Perhaps she was too busy spreading the love with comely co-star Olivia Wilde. The two share a steamy sex scene in a clip that has even non-Twihard fans getting hot and bothered.
“She’s my best onscreen kiss yet,” says Greene, who admits they did several takes to get the “Butter” buss down pat. “We just went for it, and it ended up being really fun.
“Not that every male didn’t want to kiss her anyways, but now, just to give them all extra motivation…yeah,” Greene grins. “She’s a very good kisser.”
The actress is sinking her teeth into even meatier roles now that her four-year stint as Bella’s (Kristen Stewart) best friend Alice Cullen in the “Twilight” saga draws to a close. “Breaking Dawn: Part 2” opens on Nov. 16.
“I have a career and a fan base, which happened almost overnight,” she marvels, remembering how she pounded the pavement and tried modeling for rent money. Many casting directors claimed the five-foot-five Greene was too short before she was cast in 2008’s first “Twilight” installment, changing her life.
“It will be sad next year when we don’t do another one, but it’s also exciting,”Greene says. “‘Twilight’ opened up a lot of doors and opportunities, and to actually have the time to be able to go and do them is going to be nice.”
Up next: the biopic “CBGB,” where she plays Lisa, the daughter of the legendary rock club’s founder, Hilly Kristal (played by Alan Rickman). Greene says Lisa is “a lot more aggressive than any character I have played before.”
“She’s a New Yorker, and that in itself is a heavy load to take on,” adds Greene, who lives in Los Angeles. “But also, Linda is still around. I got to Skype with her, and she came to the set, and she was showing me photos and telling me stories about Hilly.”

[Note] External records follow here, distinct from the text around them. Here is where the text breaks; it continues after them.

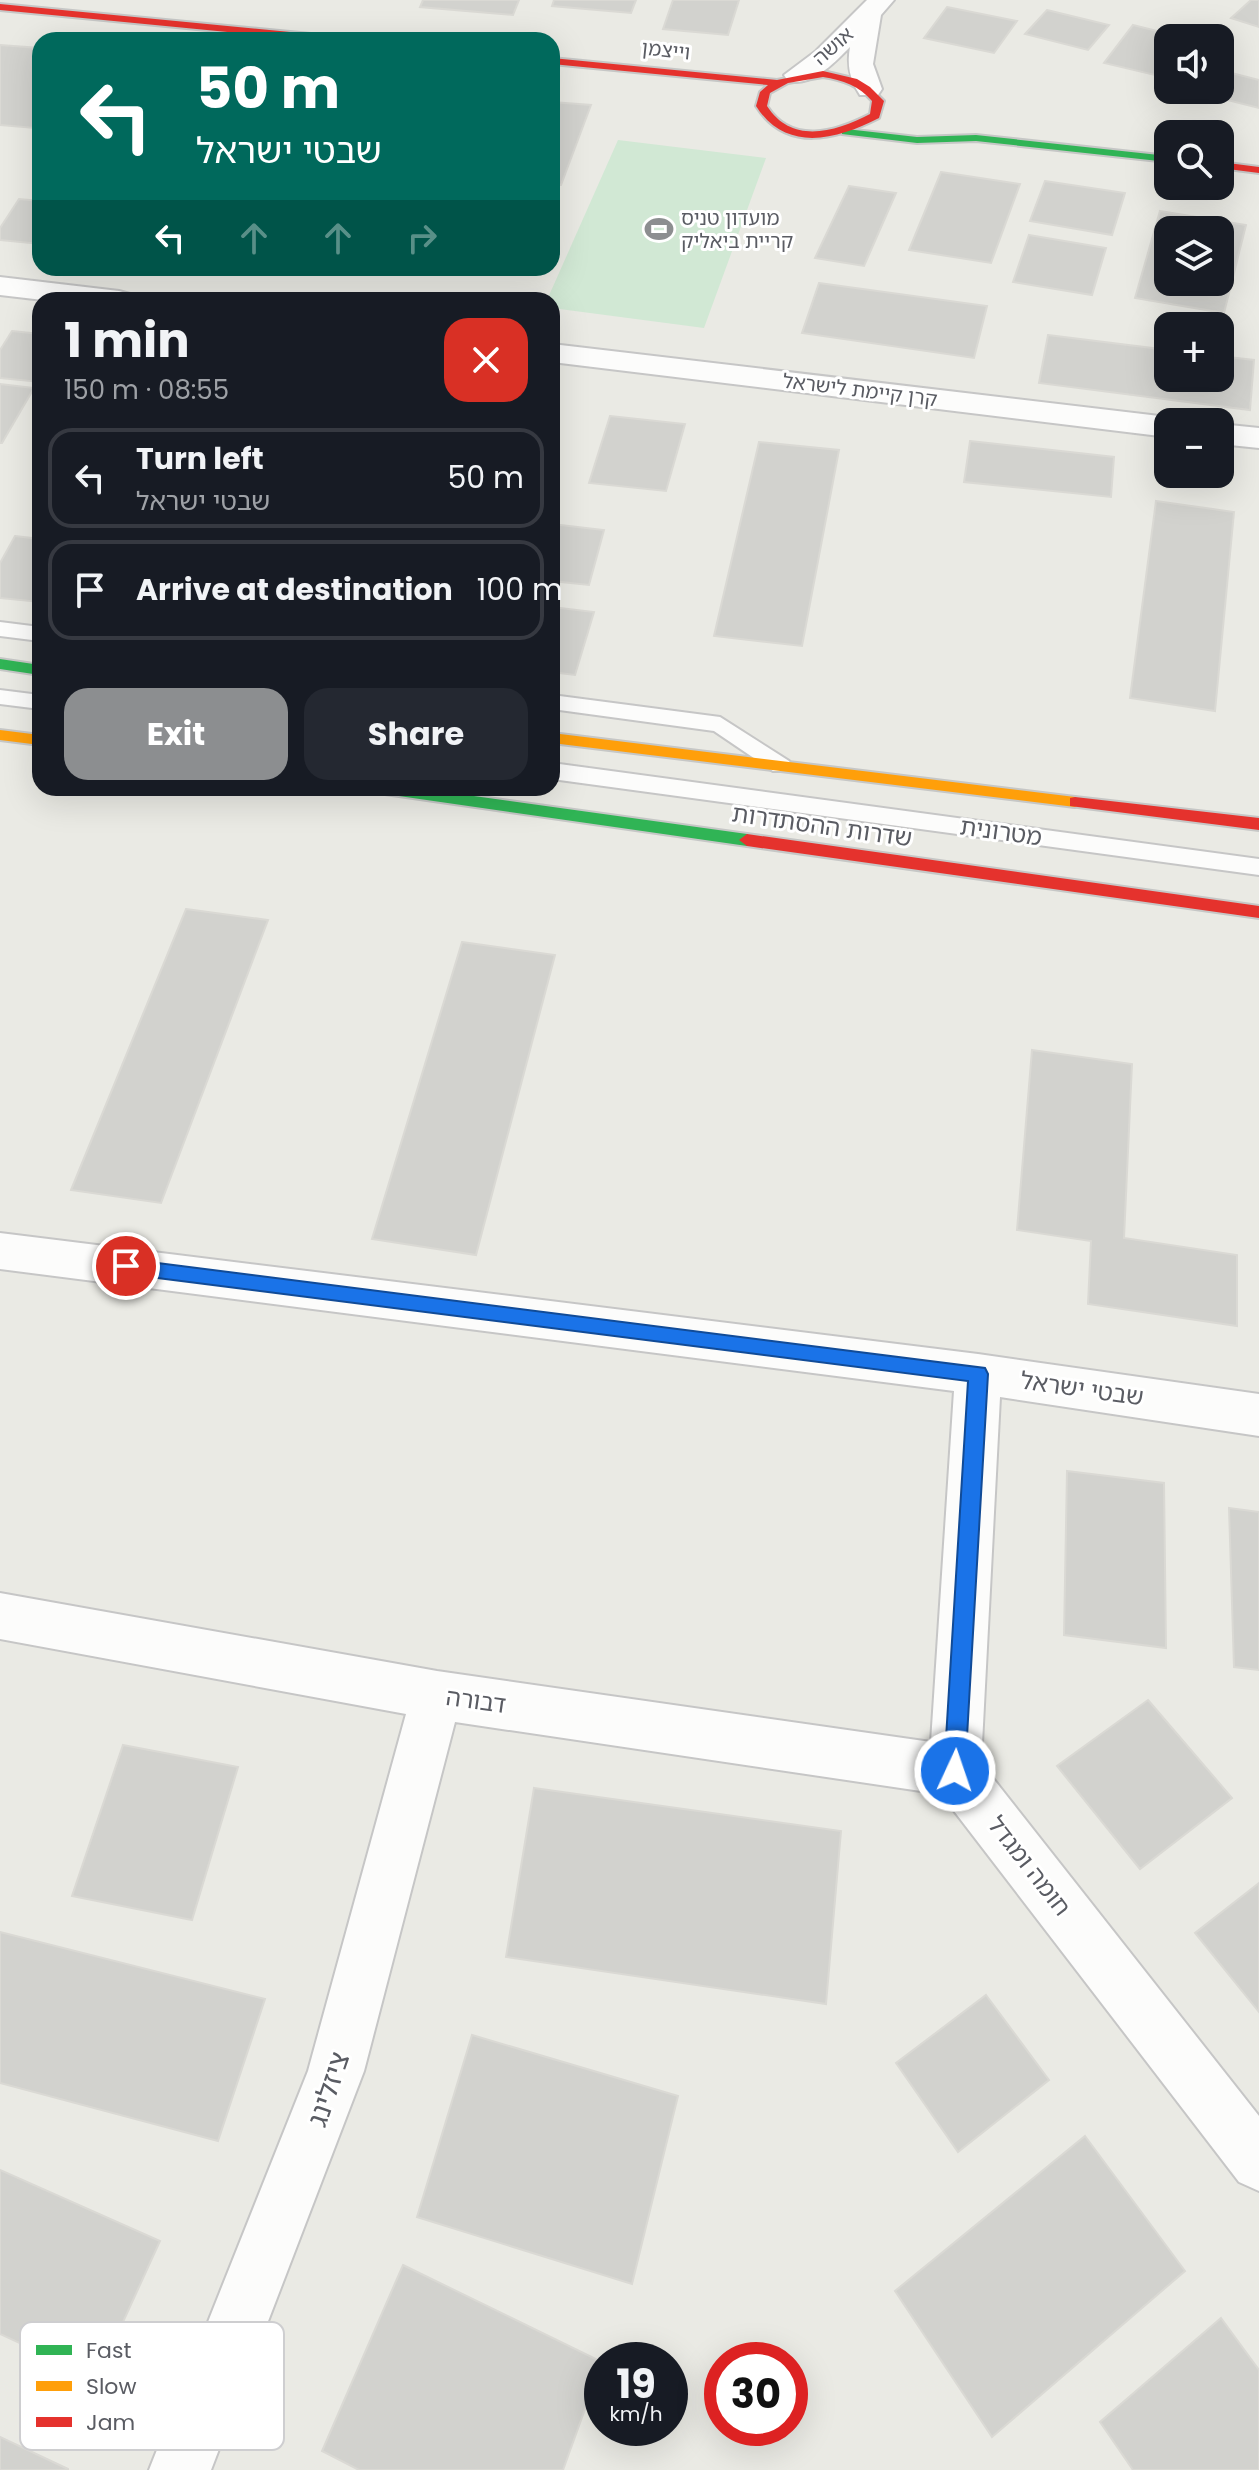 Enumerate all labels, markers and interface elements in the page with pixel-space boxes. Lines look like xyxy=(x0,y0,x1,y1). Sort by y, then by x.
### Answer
street label: אושה xyxy=(807,20,859,72)
map controls xyxy=(1154,24,1234,488)
button: sound xyxy=(1154,24,1234,104)
street label: וייצמן xyxy=(640,34,692,66)
text: 50 m xyxy=(196,49,340,128)
icon: left xyxy=(64,64,168,168)
button: search xyxy=(1154,120,1234,200)
text: שבטי ישראל xyxy=(196,125,382,176)
place label: מועדון טניס קריית ביאליק xyxy=(681,204,793,255)
sports icon: מועדון טניס קריית ביאליק xyxy=(644,214,674,244)
icon: left xyxy=(148,216,192,260)
icon: ahead xyxy=(232,216,276,260)
icon: ahead xyxy=(316,216,360,260)
icon: right xyxy=(400,216,444,260)
button: layers xyxy=(1154,216,1234,296)
text: 1 min xyxy=(64,307,190,374)
button: + xyxy=(1154,312,1234,392)
button: close xyxy=(444,318,528,402)
street label: קרן קיימת לישראל xyxy=(781,367,939,413)
text: 150 m · 08:55 xyxy=(64,372,229,408)
button: − xyxy=(1154,408,1234,488)
text: Turn left xyxy=(136,437,264,480)
icon: left xyxy=(68,456,112,500)
text: 50 m xyxy=(447,456,524,499)
text: שבטי ישראל xyxy=(136,483,270,519)
icon: arrive xyxy=(68,568,112,612)
text: Arrive at destination xyxy=(136,568,453,611)
text: 100 m xyxy=(477,568,563,611)
button: Exit xyxy=(64,688,288,780)
button: Share xyxy=(304,688,528,780)
street label: שדרות ההסתדרות xyxy=(730,797,914,854)
street label: מטרונית xyxy=(958,809,1044,854)
pin xyxy=(92,1232,160,1300)
icon: arrive xyxy=(104,1244,148,1288)
street label: שבטי ישראל xyxy=(1018,1364,1146,1413)
street label: דבורה xyxy=(444,1680,508,1721)
position arrow xyxy=(913,1729,997,1813)
street label: חומה ומגדל xyxy=(980,1809,1079,1922)
street label: ציזלינג xyxy=(298,2047,359,2132)
legend xyxy=(20,2322,284,2450)
text: Fast xyxy=(86,2335,131,2366)
speed limit sign: 30 xyxy=(704,2342,808,2446)
text: 19 xyxy=(616,2356,656,2412)
text: Slow xyxy=(86,2371,136,2402)
text: km/h xyxy=(609,2400,663,2428)
text: Jam xyxy=(86,2407,135,2438)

Greene appreciated the help. “You don’t usually get to pull from the person right in front of you,” she says. “But it’s also nerve-wracking, because you want to do well by them.”
She’s afraid, however, that some of her dream roles have already been taken.
“I always wanted to do a period piece,” she says. “Unfortunately, they are very expensive. If Kirsten Dunst hadn’t already played Marie Antoinette, that would have been ideal.”